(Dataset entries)
________
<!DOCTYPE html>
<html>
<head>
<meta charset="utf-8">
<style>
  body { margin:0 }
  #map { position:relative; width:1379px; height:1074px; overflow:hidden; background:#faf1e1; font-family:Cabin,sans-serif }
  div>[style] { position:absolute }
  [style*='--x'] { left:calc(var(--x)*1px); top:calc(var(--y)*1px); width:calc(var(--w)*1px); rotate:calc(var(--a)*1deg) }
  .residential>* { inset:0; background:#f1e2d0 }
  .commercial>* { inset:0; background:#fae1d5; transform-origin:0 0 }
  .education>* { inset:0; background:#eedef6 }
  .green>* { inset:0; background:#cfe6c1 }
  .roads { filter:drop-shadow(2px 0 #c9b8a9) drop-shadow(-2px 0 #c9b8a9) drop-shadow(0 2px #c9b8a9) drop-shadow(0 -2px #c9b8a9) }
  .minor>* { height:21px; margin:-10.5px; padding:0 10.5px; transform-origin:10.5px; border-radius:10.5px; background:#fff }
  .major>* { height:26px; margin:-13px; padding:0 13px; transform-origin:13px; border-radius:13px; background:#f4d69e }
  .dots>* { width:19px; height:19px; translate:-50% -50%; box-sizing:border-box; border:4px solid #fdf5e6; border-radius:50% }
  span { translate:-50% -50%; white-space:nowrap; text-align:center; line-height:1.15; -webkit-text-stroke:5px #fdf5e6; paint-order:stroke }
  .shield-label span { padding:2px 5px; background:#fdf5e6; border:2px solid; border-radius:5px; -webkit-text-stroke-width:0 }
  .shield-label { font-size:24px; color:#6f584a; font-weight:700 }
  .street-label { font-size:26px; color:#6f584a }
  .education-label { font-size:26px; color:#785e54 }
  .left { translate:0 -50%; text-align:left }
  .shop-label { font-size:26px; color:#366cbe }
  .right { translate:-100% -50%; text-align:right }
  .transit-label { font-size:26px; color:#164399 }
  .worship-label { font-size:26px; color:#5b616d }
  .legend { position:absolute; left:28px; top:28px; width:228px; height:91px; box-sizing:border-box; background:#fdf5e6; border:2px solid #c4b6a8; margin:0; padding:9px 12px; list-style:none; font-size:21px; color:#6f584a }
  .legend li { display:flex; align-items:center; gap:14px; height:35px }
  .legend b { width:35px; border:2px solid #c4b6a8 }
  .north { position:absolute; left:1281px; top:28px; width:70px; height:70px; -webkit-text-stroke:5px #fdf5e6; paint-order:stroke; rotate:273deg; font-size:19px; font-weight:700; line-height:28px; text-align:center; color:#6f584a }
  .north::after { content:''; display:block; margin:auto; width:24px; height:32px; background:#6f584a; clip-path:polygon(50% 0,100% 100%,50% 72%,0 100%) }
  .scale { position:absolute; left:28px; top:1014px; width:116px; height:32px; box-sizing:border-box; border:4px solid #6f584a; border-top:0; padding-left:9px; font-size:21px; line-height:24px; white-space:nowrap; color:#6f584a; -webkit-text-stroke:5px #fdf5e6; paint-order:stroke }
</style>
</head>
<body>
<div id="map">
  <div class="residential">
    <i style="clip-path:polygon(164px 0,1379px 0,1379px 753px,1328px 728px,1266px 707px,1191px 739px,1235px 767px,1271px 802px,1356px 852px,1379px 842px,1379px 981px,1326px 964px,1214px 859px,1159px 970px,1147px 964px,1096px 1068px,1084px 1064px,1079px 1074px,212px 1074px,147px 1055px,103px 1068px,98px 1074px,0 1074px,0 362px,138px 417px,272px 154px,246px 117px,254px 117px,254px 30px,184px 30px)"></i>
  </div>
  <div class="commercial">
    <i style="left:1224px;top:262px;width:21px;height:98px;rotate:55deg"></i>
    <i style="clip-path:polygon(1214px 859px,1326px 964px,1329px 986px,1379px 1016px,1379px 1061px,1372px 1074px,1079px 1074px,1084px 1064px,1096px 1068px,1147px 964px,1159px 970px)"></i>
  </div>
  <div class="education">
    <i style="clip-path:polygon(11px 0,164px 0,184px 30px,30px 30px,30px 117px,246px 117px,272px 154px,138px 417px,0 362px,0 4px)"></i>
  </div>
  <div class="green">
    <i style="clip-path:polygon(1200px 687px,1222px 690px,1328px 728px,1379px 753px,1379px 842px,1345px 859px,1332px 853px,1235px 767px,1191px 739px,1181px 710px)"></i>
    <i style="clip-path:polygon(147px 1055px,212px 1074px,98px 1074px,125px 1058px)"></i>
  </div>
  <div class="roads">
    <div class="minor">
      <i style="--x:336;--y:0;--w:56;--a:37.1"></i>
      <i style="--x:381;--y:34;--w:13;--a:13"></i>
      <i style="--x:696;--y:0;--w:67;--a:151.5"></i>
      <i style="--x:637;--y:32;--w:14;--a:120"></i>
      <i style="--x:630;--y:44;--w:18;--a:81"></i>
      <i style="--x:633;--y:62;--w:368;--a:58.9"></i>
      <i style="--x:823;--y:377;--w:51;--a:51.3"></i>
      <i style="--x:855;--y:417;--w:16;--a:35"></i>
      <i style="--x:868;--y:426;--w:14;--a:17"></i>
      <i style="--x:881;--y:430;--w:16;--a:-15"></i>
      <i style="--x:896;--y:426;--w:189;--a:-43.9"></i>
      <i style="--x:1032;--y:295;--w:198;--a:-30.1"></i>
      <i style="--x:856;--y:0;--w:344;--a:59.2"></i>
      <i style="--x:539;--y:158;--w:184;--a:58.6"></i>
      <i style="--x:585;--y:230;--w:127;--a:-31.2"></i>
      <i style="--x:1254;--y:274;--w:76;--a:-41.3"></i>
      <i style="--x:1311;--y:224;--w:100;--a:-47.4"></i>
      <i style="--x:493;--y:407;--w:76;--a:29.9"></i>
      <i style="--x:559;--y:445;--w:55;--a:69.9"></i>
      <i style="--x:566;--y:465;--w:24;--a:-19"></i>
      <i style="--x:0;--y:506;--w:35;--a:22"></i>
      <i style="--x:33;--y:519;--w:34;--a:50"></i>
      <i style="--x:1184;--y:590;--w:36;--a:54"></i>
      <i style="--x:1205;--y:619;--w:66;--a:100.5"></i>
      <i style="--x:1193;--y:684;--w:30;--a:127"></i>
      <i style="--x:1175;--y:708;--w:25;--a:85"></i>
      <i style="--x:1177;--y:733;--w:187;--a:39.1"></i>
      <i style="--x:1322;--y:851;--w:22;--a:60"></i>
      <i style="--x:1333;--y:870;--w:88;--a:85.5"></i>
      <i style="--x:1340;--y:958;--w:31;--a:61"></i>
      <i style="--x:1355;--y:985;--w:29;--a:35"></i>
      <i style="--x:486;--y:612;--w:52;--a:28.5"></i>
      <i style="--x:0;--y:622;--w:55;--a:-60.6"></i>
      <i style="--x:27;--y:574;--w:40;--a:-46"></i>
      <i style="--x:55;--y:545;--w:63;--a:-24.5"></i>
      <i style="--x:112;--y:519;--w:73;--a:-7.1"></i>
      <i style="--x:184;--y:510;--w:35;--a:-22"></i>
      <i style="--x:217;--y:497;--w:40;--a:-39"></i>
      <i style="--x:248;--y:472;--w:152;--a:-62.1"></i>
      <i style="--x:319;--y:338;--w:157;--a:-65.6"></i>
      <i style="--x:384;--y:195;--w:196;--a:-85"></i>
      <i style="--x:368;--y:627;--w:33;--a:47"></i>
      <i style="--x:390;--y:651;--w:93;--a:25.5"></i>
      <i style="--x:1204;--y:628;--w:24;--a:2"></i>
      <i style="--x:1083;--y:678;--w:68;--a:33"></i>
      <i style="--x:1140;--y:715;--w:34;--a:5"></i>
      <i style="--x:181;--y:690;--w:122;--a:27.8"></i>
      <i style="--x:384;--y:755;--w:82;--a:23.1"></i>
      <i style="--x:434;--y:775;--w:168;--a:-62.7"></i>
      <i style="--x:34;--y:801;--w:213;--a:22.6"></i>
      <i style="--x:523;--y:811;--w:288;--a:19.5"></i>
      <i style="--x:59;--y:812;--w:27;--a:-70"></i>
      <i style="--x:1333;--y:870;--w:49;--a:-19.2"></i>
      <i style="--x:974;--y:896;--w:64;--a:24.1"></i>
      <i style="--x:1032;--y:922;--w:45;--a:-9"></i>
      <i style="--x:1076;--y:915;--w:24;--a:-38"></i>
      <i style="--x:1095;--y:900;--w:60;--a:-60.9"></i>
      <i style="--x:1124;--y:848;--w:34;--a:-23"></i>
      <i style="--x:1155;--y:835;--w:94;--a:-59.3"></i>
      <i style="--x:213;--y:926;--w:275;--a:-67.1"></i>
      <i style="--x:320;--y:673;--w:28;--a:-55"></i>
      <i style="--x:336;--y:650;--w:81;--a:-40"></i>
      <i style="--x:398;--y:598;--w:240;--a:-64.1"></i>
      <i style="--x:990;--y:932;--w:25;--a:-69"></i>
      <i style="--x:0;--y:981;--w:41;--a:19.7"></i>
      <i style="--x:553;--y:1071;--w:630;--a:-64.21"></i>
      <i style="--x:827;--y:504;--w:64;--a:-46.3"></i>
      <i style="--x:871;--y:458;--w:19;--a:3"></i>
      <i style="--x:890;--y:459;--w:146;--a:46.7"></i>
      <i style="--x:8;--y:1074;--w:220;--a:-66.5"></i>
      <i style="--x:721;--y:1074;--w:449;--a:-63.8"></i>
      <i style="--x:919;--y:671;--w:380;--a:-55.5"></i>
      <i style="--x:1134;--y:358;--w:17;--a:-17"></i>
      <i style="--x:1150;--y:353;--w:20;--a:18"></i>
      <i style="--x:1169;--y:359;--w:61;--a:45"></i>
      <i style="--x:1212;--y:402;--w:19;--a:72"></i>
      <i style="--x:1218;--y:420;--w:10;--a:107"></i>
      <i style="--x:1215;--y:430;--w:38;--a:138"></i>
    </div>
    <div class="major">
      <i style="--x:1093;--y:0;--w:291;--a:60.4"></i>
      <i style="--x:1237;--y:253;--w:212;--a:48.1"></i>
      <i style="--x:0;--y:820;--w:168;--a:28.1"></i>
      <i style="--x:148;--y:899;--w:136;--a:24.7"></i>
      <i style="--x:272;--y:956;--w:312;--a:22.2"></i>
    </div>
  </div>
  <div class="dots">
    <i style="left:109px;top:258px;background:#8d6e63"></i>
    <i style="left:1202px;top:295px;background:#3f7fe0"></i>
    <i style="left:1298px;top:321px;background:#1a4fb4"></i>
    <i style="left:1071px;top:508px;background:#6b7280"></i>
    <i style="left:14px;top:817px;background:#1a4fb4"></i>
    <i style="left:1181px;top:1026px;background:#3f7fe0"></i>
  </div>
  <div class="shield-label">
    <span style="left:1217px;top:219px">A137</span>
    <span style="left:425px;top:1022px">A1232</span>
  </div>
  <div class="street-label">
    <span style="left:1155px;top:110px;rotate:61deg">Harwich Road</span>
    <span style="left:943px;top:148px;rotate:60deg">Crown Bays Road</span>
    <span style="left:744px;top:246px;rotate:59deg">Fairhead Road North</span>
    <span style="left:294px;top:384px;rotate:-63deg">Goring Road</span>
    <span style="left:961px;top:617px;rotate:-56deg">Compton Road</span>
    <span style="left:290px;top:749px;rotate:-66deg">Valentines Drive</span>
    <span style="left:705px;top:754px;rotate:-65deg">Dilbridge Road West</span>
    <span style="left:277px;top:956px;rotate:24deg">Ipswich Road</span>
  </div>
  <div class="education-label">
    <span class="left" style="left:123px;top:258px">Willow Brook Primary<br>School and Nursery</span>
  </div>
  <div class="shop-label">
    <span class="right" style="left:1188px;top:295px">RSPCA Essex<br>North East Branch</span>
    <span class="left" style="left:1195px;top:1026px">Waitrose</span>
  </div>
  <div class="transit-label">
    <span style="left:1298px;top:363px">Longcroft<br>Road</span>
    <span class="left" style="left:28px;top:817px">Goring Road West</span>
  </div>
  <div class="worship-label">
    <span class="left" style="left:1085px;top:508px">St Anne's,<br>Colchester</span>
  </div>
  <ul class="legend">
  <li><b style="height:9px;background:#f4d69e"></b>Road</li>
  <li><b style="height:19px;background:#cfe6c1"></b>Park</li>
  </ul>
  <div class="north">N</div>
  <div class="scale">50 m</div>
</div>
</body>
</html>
________
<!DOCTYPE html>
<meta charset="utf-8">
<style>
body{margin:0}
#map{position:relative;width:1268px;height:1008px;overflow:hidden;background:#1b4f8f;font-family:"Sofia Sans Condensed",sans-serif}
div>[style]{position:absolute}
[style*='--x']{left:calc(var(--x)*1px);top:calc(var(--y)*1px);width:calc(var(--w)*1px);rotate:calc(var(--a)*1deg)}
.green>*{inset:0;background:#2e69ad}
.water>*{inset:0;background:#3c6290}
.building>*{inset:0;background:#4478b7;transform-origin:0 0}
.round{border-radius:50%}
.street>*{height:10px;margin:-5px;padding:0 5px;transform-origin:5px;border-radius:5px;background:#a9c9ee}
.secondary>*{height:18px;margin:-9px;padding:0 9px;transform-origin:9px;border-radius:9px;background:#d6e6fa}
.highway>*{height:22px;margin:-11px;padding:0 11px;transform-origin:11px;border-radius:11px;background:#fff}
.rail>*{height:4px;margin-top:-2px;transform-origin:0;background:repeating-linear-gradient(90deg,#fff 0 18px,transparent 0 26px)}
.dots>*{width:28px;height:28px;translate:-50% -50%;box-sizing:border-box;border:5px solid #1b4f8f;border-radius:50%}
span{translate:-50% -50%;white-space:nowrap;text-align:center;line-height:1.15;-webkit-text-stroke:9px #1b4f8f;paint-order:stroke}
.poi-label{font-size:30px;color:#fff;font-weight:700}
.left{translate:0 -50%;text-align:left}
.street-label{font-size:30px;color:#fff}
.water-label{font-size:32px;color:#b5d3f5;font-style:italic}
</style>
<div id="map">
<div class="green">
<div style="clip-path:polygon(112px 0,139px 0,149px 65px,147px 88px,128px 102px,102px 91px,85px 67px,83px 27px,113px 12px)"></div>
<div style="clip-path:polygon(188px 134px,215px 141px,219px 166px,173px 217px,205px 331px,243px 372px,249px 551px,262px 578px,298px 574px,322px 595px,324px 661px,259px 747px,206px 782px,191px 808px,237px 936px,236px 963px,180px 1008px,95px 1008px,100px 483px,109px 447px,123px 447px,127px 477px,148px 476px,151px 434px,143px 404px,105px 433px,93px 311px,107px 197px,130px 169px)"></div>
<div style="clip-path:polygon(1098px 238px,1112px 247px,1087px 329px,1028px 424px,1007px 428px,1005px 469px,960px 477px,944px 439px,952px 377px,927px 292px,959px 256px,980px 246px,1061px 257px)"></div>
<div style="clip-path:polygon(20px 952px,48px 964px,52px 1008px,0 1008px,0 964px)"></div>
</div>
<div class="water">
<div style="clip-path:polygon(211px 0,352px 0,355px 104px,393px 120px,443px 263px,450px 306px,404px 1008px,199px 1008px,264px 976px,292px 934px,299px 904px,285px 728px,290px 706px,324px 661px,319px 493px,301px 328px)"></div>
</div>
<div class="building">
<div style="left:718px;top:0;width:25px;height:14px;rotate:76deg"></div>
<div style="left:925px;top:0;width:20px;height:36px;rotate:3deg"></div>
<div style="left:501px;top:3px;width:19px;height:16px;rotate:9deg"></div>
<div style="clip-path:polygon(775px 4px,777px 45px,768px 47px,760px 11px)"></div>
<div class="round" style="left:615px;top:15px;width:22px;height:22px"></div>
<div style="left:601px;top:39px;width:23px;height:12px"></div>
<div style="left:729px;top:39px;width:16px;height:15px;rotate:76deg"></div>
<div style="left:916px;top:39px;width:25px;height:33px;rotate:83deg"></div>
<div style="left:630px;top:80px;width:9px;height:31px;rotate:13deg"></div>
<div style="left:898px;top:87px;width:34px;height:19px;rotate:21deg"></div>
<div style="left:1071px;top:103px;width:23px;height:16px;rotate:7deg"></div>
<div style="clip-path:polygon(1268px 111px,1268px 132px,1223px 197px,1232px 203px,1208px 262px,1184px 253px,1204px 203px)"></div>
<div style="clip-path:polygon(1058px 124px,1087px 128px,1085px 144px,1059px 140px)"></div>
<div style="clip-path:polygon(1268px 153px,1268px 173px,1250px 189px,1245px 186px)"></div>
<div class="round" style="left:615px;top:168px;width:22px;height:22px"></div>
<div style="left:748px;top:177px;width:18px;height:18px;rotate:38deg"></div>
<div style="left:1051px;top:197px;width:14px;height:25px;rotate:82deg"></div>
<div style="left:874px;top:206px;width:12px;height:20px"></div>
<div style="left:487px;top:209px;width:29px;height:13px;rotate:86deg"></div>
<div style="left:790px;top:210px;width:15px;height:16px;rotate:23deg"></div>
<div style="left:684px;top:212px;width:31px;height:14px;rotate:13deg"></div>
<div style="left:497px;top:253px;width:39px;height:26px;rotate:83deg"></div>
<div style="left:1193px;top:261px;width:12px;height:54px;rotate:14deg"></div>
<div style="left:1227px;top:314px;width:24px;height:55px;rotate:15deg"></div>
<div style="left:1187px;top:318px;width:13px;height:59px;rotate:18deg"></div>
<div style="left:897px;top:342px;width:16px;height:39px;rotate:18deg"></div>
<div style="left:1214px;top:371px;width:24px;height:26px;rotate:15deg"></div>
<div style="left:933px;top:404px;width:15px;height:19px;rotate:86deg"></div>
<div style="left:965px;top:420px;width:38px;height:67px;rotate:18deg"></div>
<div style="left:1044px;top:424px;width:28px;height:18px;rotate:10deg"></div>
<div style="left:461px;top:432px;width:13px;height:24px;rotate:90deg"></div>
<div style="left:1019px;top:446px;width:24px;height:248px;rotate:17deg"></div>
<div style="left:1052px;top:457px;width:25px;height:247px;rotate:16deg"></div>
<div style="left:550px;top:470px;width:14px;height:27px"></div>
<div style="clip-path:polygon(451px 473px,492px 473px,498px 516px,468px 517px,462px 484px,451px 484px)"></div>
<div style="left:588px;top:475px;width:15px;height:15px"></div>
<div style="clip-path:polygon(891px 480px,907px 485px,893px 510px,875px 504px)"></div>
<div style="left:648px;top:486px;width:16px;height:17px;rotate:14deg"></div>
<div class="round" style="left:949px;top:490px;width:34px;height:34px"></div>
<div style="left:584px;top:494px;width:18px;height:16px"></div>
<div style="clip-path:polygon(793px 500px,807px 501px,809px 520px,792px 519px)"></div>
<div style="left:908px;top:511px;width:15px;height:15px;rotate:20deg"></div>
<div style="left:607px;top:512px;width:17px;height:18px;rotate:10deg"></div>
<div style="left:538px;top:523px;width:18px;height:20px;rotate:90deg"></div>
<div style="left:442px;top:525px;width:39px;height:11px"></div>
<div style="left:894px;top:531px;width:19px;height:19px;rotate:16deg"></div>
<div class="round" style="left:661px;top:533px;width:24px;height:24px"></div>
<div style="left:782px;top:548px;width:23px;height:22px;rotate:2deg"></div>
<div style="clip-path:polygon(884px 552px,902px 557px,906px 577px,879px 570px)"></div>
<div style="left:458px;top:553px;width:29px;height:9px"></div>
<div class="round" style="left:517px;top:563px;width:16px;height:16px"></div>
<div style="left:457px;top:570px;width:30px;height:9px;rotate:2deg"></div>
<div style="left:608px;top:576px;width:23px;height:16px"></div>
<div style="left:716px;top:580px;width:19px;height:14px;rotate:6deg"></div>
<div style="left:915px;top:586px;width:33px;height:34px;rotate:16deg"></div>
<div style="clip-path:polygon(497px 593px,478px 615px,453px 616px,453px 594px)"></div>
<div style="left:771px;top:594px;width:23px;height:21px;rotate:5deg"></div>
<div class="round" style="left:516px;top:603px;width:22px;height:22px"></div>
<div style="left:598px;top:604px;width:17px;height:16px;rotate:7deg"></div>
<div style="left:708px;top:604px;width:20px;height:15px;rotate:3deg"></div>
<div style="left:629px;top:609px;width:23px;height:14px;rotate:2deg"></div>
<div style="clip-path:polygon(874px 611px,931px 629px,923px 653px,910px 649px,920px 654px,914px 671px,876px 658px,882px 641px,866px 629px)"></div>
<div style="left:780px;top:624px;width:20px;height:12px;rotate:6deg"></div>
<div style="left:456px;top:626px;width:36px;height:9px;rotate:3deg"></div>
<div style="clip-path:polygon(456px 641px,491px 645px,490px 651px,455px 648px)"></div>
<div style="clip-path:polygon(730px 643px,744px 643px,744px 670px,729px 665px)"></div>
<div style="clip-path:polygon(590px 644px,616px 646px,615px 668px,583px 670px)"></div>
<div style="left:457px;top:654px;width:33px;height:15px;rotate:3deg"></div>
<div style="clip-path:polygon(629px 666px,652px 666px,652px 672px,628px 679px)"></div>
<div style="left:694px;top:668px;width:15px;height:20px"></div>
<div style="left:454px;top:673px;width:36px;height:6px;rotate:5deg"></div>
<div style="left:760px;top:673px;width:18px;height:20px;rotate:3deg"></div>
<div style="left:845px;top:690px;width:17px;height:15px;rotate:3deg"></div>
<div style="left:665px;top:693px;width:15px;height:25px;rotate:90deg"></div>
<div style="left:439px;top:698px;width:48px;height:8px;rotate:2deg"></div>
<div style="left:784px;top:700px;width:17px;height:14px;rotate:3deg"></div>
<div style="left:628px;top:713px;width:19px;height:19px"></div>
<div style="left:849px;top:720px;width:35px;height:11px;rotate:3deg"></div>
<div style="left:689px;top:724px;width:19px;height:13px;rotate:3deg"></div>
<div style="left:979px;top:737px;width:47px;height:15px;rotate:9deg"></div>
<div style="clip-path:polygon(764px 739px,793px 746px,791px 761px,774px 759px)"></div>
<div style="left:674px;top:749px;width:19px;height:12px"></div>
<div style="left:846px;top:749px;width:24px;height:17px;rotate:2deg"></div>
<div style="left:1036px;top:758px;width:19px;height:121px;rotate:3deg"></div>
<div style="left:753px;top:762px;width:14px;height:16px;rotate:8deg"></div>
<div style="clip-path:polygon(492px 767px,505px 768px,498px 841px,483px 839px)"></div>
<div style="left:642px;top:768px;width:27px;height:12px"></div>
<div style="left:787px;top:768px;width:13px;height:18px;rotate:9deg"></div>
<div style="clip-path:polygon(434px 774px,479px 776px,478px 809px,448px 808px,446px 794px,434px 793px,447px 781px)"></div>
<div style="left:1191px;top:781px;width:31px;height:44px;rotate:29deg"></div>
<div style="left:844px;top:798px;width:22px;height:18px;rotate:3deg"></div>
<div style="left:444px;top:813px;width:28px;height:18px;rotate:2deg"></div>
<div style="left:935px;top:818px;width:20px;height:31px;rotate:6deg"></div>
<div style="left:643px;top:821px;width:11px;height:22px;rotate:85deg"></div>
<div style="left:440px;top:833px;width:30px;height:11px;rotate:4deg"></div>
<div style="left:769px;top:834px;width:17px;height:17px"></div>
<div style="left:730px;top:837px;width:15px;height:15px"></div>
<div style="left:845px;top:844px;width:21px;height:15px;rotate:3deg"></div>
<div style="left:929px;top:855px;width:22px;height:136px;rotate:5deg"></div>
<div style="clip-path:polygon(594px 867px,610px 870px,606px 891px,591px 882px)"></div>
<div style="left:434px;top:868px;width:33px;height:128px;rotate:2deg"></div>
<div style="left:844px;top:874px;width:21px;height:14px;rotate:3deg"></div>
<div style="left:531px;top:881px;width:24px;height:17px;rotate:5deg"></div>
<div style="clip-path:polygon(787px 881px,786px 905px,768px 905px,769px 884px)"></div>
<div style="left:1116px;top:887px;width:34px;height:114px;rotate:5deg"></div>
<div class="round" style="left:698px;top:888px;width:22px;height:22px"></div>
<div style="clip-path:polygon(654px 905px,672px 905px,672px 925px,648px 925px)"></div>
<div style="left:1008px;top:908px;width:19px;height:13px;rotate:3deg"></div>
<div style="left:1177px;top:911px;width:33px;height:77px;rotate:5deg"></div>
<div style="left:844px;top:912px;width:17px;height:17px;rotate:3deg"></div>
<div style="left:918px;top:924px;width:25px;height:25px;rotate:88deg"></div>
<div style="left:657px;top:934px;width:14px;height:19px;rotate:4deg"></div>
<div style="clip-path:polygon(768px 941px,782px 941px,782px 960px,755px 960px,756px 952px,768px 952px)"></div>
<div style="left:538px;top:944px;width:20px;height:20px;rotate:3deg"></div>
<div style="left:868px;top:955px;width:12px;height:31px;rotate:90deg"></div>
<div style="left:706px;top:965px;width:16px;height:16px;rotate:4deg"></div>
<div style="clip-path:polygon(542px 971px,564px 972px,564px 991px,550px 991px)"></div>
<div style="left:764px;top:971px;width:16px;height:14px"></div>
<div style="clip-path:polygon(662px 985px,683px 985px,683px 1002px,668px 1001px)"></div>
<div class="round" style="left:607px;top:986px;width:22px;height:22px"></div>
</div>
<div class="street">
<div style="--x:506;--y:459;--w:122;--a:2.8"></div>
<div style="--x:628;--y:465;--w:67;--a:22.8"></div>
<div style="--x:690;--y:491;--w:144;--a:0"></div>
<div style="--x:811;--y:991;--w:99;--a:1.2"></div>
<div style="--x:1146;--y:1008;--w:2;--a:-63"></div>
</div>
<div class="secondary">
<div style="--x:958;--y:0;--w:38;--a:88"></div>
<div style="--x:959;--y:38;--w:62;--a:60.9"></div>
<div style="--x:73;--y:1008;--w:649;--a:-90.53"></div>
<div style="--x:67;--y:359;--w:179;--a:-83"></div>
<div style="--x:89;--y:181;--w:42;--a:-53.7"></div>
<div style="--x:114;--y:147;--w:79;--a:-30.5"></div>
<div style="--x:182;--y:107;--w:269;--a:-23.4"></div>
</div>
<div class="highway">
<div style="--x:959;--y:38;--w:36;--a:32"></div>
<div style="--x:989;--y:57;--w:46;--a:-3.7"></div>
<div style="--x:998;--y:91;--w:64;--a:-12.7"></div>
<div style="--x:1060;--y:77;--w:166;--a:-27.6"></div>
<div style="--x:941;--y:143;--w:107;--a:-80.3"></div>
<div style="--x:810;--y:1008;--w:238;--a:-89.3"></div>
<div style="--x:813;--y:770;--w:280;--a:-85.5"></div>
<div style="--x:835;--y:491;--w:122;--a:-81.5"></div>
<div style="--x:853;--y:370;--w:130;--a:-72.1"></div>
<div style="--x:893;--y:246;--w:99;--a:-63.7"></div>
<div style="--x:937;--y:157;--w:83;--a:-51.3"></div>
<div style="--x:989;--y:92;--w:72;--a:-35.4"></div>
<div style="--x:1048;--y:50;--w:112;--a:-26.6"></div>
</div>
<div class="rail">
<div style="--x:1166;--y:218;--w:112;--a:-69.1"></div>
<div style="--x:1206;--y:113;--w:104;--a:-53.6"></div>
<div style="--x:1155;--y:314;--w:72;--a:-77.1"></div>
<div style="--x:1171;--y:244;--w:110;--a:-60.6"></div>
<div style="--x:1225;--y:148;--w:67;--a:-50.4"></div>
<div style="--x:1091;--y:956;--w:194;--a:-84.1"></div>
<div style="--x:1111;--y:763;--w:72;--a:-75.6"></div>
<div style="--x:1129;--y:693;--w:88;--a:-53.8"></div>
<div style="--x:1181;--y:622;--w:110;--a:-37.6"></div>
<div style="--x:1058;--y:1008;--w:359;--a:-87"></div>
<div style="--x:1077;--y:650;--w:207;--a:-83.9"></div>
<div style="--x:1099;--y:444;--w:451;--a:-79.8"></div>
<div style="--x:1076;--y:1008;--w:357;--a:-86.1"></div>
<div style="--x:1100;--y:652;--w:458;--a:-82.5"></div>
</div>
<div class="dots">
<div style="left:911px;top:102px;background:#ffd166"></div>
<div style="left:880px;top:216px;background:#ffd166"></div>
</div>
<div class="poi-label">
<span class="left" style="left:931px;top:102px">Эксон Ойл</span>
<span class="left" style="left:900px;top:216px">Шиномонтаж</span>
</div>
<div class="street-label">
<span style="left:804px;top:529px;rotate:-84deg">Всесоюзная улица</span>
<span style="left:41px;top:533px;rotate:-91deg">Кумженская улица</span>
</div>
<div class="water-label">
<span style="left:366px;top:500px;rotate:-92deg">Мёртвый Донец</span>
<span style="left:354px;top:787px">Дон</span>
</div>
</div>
________
The answer must be every line of the records that contains the word "overflow".

  #map { position:relative; width:1379px; height:1074px; overflow:hidden; background:#faf1e1; font-family:Cabin,sans-serif }
#map{position:relative;width:1268px;height:1008px;overflow:hidden;background:#1b4f8f;font-family:"Sofia Sans Condensed",sans-serif}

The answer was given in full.